In 2014, former Federal resources and energy minister Martin Ferguson was appointed as chairman of the UCL Australia board. Ferguson is an advocate for nuclear power in Australia. UCL Australia's Chief Executive David Travers said of Ferguson's appointment:

UCL doesn't want to be large in Australia, but we do want to be influential and welcome Martin to the team to help us achieve these goals.

Also in 2014, James "Jim" Voss, a senior nuclear engineer and Fellow of the UK Nuclear Institute was appointed Honorary Reader at UCL Australia's International Energy Policy Institute. He had previously served in the Executive Office of the President of the United States under two Presidents and advised senior government officials in other countries. He is also a former Managing Director of Pangea Resources, the proponent of a proposal to establish a nuclear waste dump in Australia in the late 1990s.

Research conducted at UCL in 2014 included several studies investigating the prospect of expanding nuclear industrial activity in Australia and South Australia. These included work by staff Dr Michel Berthelemy and Dr Tim Stone on Nuclear fuel cycle strategies and work by UCL students investigating nuclear fuel leasing opportunities. Student research subjects included The legal merits of an Australian Nuclear Fuel Leasing scheme by Owen Sharpe, and The World’s first integrated nuclear fuel leasing in South Australia? A proposed business model and its economic appraisal by Iwan Setiyono Ko. After graduating, Sharpe was recruited to South Australia's Department of the Premier and Cabinet as a Senior Policy Officer.

In March 2014, briefings on nuclear fuel leasing were given by UCL staff to Parsons Brinkerhoff, Deloitte and Babcock. In May a further briefing on the subject was given by Martin Ferguson at a confidential event.

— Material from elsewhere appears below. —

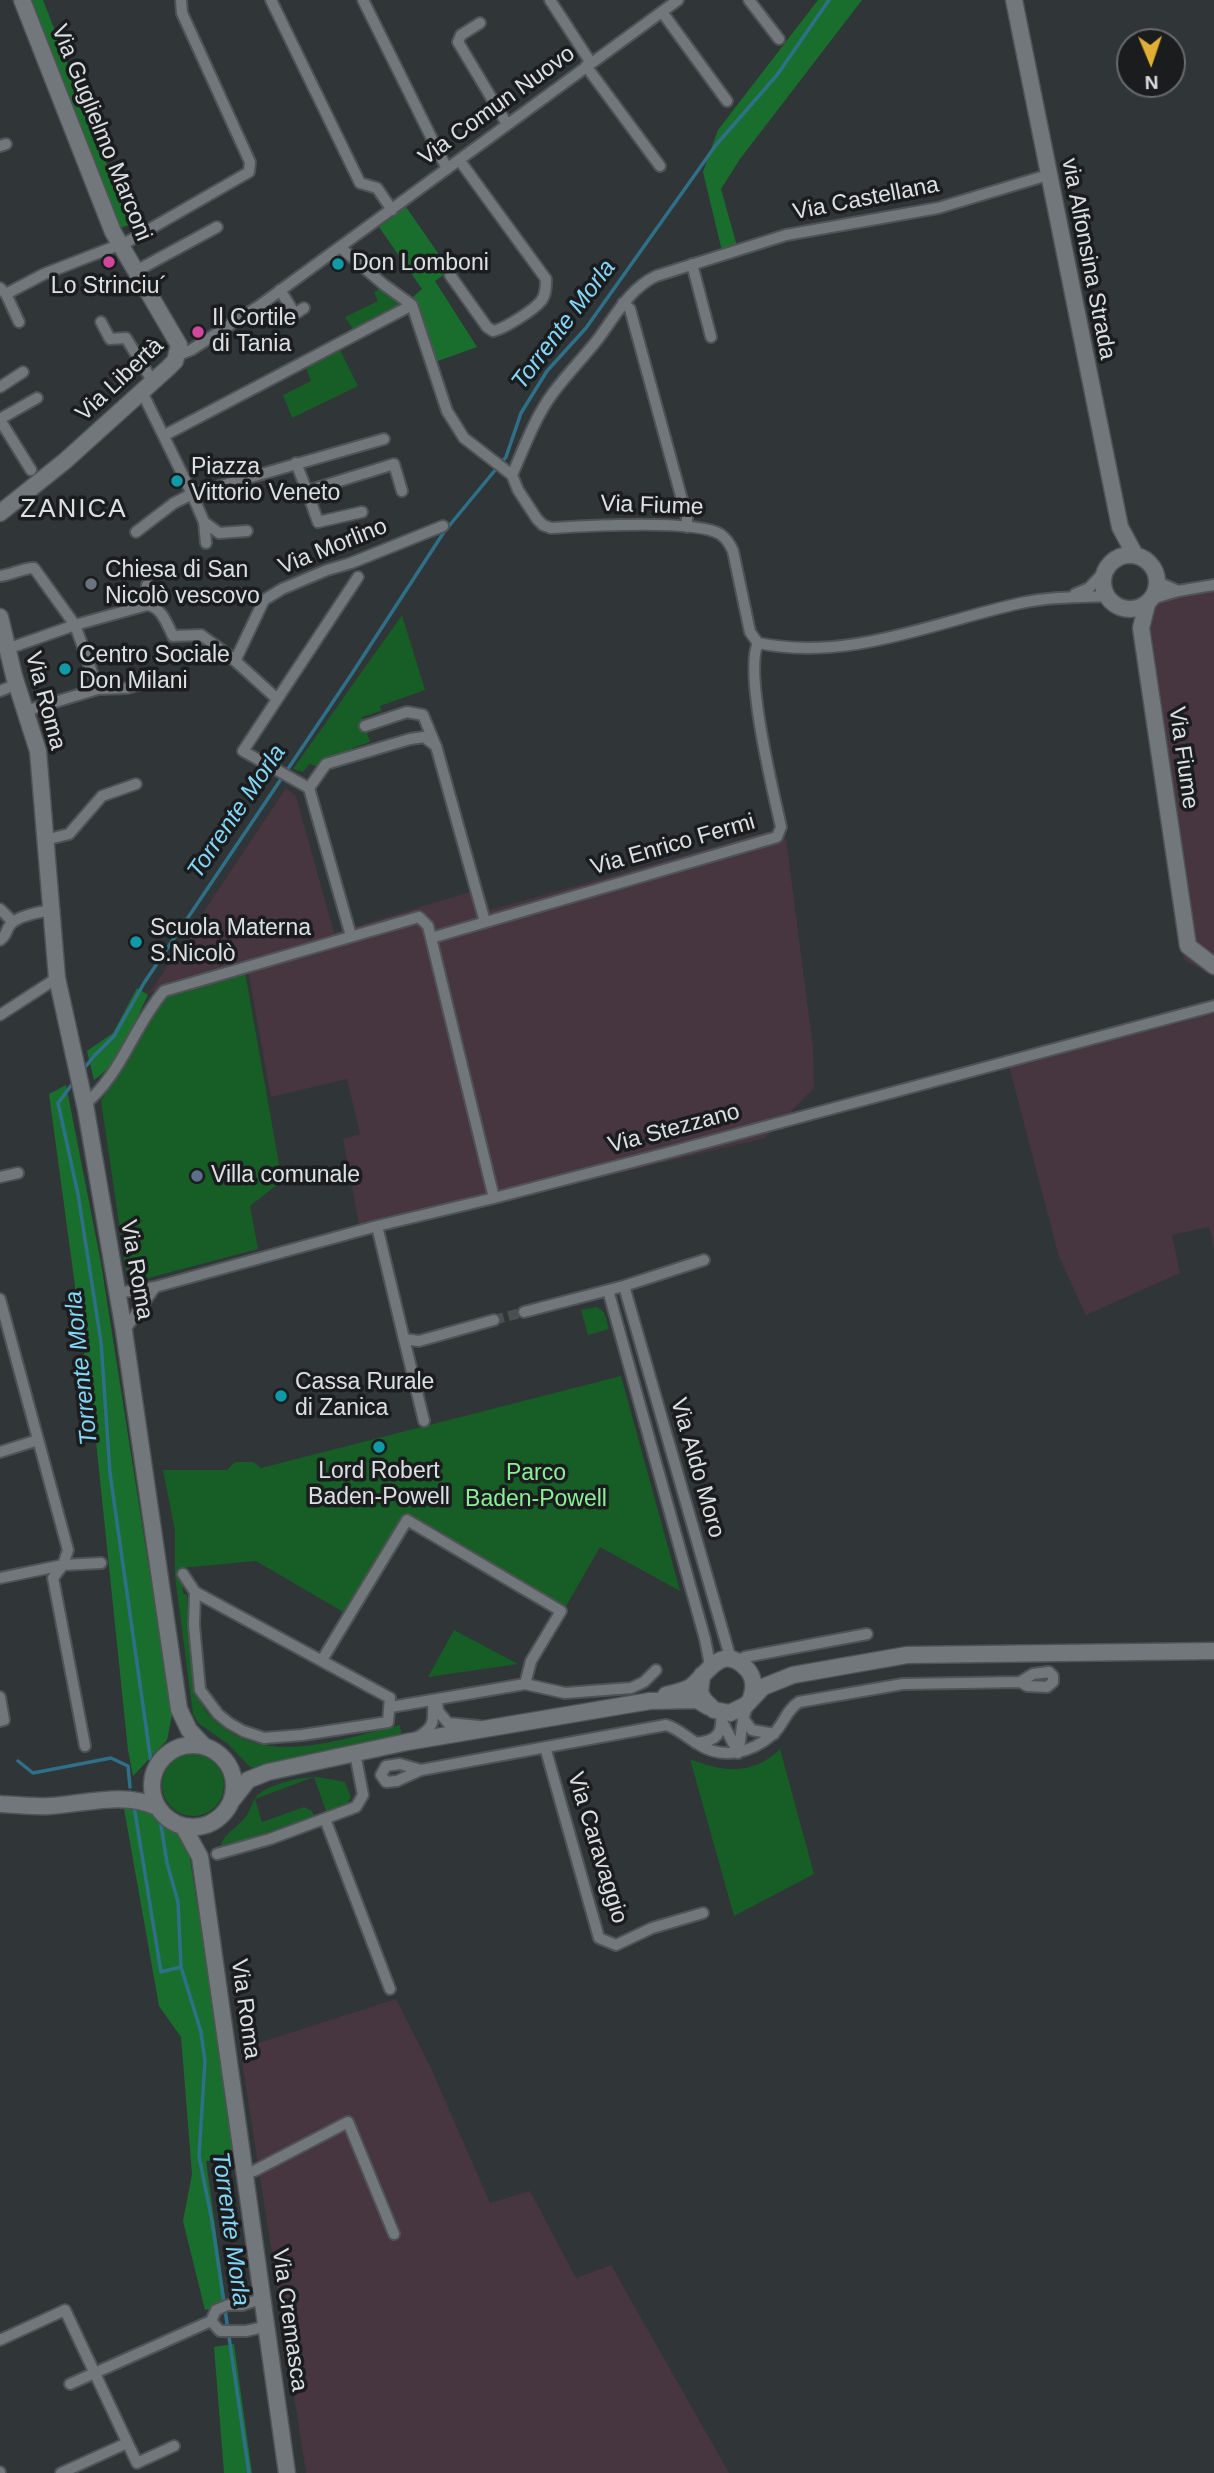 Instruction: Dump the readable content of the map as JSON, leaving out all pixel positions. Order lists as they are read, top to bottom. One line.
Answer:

On 4 December 2014, Stefaan Simons and Tim Stone presented a conference paper entitled The international management of spent nuclear fuel at the Nuclear Industries Association Annual Meeting in London, United Kingdom.

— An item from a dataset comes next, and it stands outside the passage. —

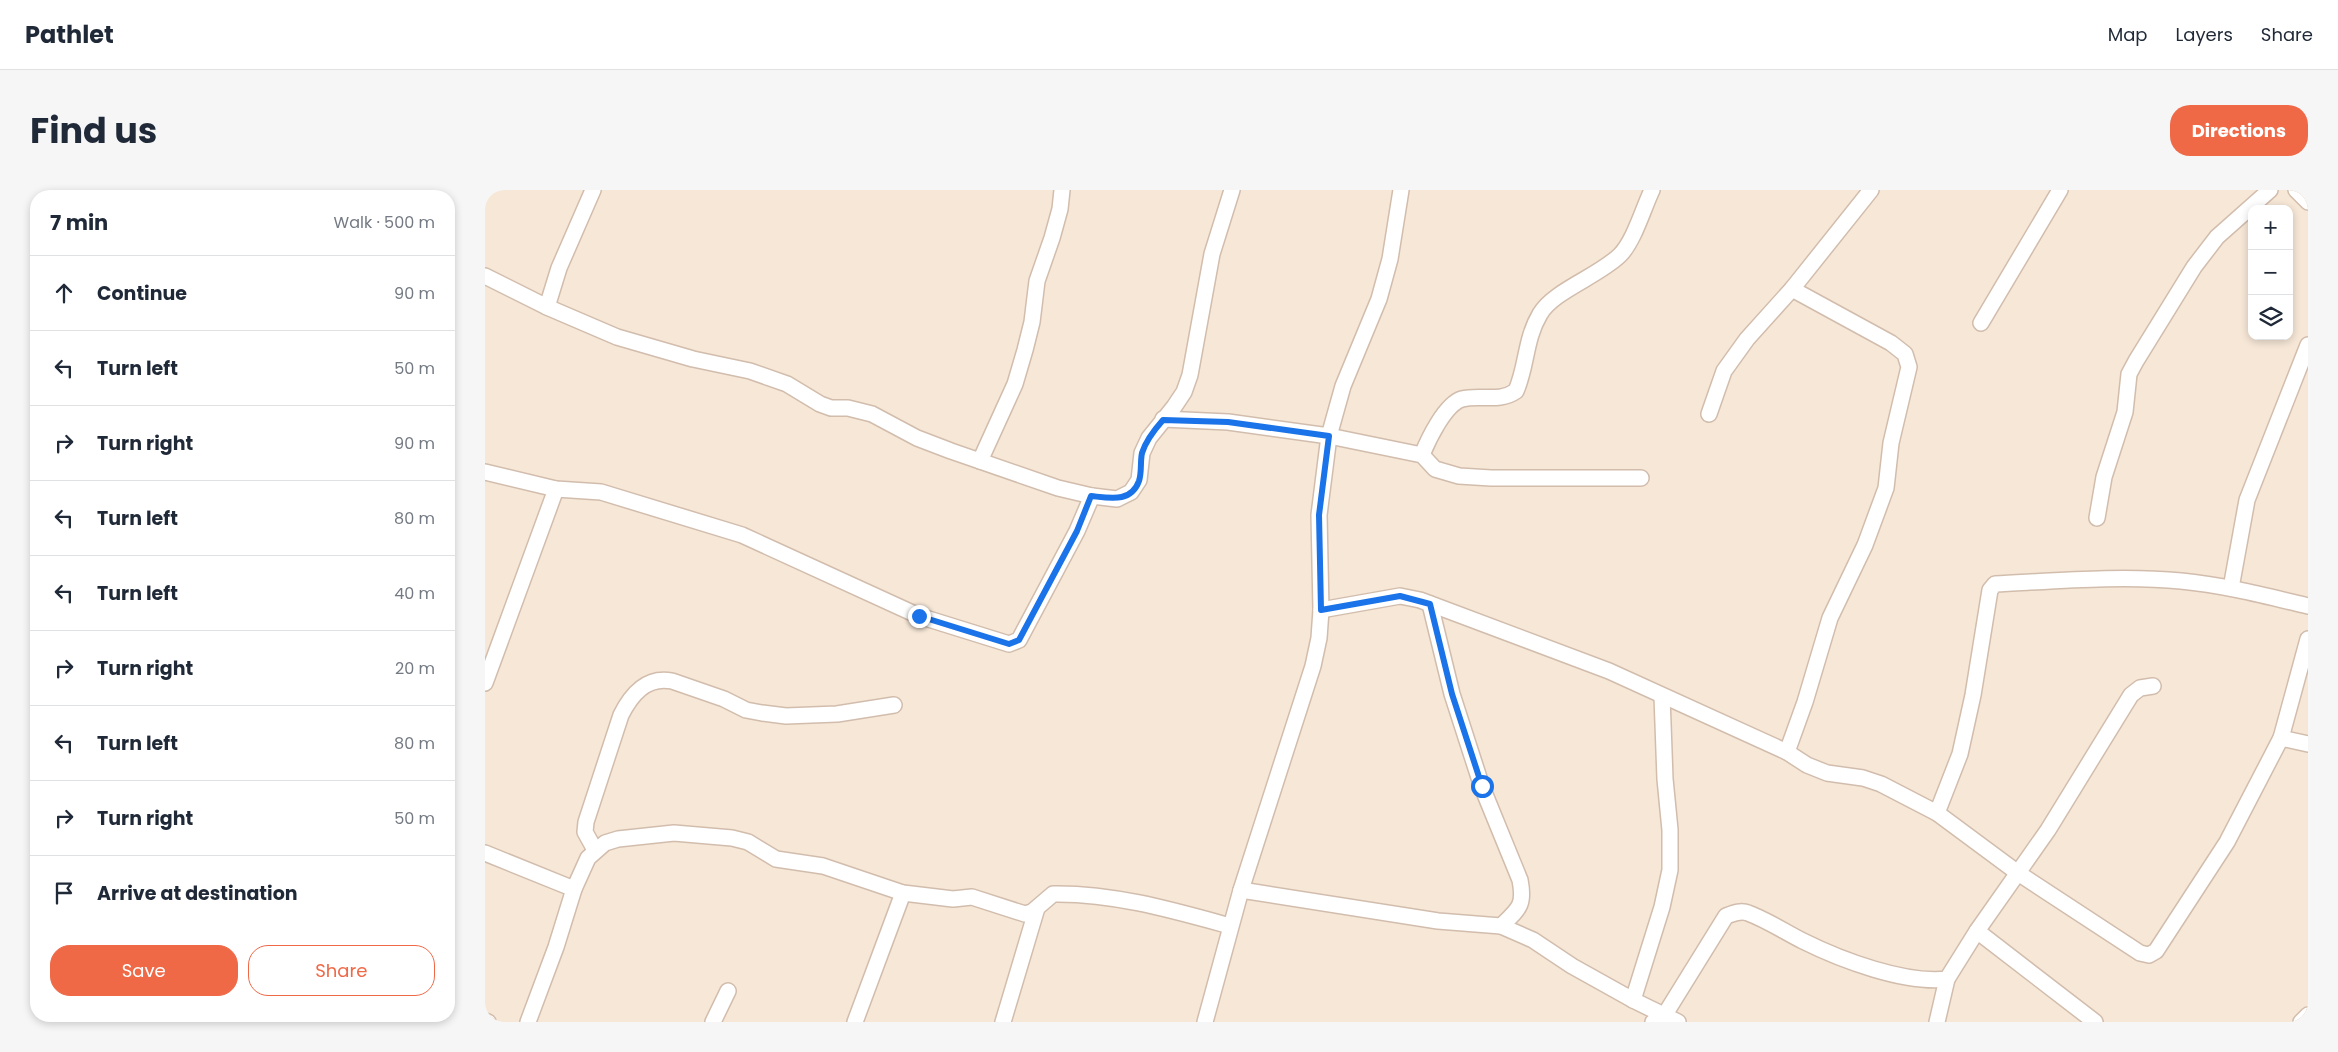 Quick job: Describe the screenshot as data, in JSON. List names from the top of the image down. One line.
{"page":{"header":"Pathlet","nav":["Map","Layers","Share"],"title":"Find us","buttons":["Directions",["Save","Share"]],"heading":["7 min","Walk · 500 m"],"map_buttons":["+","−"],"list":[["Continue","90 m"],["Turn left","50 m"],["Turn right","90 m"],["Turn left","80 m"],["Turn left","40 m"],["Turn right","20 m"],["Turn left","80 m"],["Turn right","50 m"],"Arrive at destination"]}}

In April 2015, Visiting Professor Dr Timothy Stone was appointed to the Expert Advisory Committee of the Nuclear Fuel Cycle Royal Commission, an inquiry initiated at the request the Government of South Australia.

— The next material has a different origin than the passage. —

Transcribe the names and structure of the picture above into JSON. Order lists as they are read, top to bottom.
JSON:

UCL Australia established a Nuclear Working Group "to share scientific knowledge in relation to the main issues identified by the Royal Commission; to assist and facilitate the process leading up to informed community decisions". Group members include: Magnus Nyden (Head), Christian Ekberg, Paola Lettieri, Jonathan Mirrlees-Black, Michael Pollitt, Tim Stone, Pam Sykes, Geraldine Thomas, Jim Voss and Max Zanin.